QSS (Quantitative Social Science) Build Status

Supplementary Materials for the book, Quantitative Social Science: An Introduction, published by Princeton University Press in 2017. See the book website. It is also available for purchase at vendors like Amazon. Also included are materials for Quantitative Social Science: An Introduction in tidyverse, published by Princeton University Press in 2022. All tidyverse versions contain "-tidy" in their file names.

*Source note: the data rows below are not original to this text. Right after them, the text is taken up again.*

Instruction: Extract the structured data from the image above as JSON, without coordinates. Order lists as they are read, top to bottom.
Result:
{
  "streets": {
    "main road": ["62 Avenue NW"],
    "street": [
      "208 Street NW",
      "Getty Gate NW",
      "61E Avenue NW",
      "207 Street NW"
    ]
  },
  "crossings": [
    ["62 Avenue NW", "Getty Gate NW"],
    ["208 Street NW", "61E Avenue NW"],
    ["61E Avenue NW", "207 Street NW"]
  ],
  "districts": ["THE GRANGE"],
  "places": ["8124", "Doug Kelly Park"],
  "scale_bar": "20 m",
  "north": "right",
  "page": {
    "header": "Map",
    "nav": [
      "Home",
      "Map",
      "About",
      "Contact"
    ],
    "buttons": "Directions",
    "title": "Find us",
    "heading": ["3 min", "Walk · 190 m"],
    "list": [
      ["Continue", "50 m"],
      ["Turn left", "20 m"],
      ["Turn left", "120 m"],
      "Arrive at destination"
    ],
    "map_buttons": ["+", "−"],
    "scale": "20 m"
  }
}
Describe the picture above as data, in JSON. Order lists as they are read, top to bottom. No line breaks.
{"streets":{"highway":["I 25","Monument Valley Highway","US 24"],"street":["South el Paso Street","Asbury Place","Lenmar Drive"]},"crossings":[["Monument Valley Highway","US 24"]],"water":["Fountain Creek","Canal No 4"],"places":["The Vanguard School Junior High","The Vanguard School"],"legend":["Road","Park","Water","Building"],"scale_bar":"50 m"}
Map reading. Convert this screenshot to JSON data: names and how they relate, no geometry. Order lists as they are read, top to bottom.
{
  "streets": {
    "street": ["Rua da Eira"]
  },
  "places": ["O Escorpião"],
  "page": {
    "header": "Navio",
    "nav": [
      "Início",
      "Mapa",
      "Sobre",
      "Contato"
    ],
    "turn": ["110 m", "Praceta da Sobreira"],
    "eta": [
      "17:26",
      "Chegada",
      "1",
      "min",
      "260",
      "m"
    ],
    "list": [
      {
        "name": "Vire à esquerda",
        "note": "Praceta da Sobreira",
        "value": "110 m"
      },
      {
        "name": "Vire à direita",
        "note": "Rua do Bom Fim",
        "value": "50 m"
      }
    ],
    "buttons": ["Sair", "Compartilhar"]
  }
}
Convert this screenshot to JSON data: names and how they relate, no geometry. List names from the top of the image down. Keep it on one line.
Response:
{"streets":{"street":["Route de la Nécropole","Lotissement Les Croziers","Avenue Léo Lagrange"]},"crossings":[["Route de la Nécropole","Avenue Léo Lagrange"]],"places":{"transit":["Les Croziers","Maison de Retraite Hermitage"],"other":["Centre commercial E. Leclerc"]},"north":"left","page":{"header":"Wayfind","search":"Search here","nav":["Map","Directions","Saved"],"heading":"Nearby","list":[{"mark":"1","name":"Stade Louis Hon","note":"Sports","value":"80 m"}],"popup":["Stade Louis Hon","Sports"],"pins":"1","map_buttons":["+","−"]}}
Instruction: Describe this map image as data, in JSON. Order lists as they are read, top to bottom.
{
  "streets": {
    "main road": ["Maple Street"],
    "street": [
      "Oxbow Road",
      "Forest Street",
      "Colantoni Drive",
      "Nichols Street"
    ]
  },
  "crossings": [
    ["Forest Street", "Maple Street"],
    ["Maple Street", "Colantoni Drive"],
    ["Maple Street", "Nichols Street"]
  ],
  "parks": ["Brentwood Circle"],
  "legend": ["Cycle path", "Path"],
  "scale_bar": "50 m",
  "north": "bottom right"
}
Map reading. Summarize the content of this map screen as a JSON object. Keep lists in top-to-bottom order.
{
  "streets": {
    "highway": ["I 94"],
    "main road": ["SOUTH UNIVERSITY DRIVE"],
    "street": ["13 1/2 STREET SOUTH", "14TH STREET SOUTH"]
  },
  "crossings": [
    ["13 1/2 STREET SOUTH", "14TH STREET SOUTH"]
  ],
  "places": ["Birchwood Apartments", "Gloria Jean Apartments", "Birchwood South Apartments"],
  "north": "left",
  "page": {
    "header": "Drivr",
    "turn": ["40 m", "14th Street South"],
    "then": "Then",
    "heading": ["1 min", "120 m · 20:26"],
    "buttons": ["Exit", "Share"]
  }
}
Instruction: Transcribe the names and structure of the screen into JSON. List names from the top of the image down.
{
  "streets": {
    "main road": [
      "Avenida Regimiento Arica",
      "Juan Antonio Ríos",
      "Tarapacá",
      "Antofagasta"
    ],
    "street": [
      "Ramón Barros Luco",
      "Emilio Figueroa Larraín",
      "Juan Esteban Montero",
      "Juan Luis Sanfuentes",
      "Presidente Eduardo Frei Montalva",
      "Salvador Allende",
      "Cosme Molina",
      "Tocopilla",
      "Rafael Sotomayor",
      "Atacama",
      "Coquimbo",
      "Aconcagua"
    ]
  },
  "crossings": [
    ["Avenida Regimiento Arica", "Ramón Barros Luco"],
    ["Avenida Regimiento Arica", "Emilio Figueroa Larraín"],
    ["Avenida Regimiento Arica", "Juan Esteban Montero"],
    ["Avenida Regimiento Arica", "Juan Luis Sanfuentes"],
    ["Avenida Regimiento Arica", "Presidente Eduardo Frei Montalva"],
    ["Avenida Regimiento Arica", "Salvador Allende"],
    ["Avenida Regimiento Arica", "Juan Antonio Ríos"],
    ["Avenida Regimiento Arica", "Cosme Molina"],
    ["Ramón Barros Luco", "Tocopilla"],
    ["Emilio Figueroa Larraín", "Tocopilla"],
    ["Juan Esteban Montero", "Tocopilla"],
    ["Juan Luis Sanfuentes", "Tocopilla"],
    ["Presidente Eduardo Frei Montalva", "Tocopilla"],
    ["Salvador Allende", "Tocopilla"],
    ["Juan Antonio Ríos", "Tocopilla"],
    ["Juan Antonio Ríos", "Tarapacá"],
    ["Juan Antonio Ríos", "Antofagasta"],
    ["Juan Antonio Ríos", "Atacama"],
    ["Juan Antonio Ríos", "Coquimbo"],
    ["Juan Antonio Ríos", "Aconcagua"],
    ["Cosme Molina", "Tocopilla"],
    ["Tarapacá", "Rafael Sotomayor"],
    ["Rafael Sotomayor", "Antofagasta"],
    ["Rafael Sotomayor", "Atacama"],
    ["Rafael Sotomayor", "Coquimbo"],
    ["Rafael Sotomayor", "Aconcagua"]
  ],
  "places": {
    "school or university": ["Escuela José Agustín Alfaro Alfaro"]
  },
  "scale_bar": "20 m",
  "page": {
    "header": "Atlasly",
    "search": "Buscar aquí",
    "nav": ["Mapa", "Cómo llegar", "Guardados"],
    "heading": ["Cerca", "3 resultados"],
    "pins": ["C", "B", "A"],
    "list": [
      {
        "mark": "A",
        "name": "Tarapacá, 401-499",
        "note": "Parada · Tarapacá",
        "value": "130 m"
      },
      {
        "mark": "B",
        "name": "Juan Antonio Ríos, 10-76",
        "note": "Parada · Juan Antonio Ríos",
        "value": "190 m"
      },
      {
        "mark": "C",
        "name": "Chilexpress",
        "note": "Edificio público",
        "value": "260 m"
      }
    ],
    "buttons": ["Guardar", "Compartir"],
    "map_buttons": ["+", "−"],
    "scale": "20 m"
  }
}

The book is based on the teaching philosophy summarized in the talk I gave at the Nuffield Foundation's Q-Step Programme in 2015: slides

This repository contains the data sets and R scripts (available in .R, .Rmd, and .pdf formats) for all of the chapters:

  1. Introduction
  2. Causality
  3. Measurement
  4. Prediction
  5. Discovery
  6. Probability
  7. Uncertainty

In addition, the repository contains:

  1. Errata (QSS, QSStidy)
  2. Sample course syllabi

R package qss

The data and code in this repository are also available as an R package qss (see the package website). The code is in the form of vignettes. To install this package, use the following command:

install.packages("devtools") # if you have not installed devtools package already
devtools::install_github("kosukeimai/qss-package", build_vignettes = TRUE)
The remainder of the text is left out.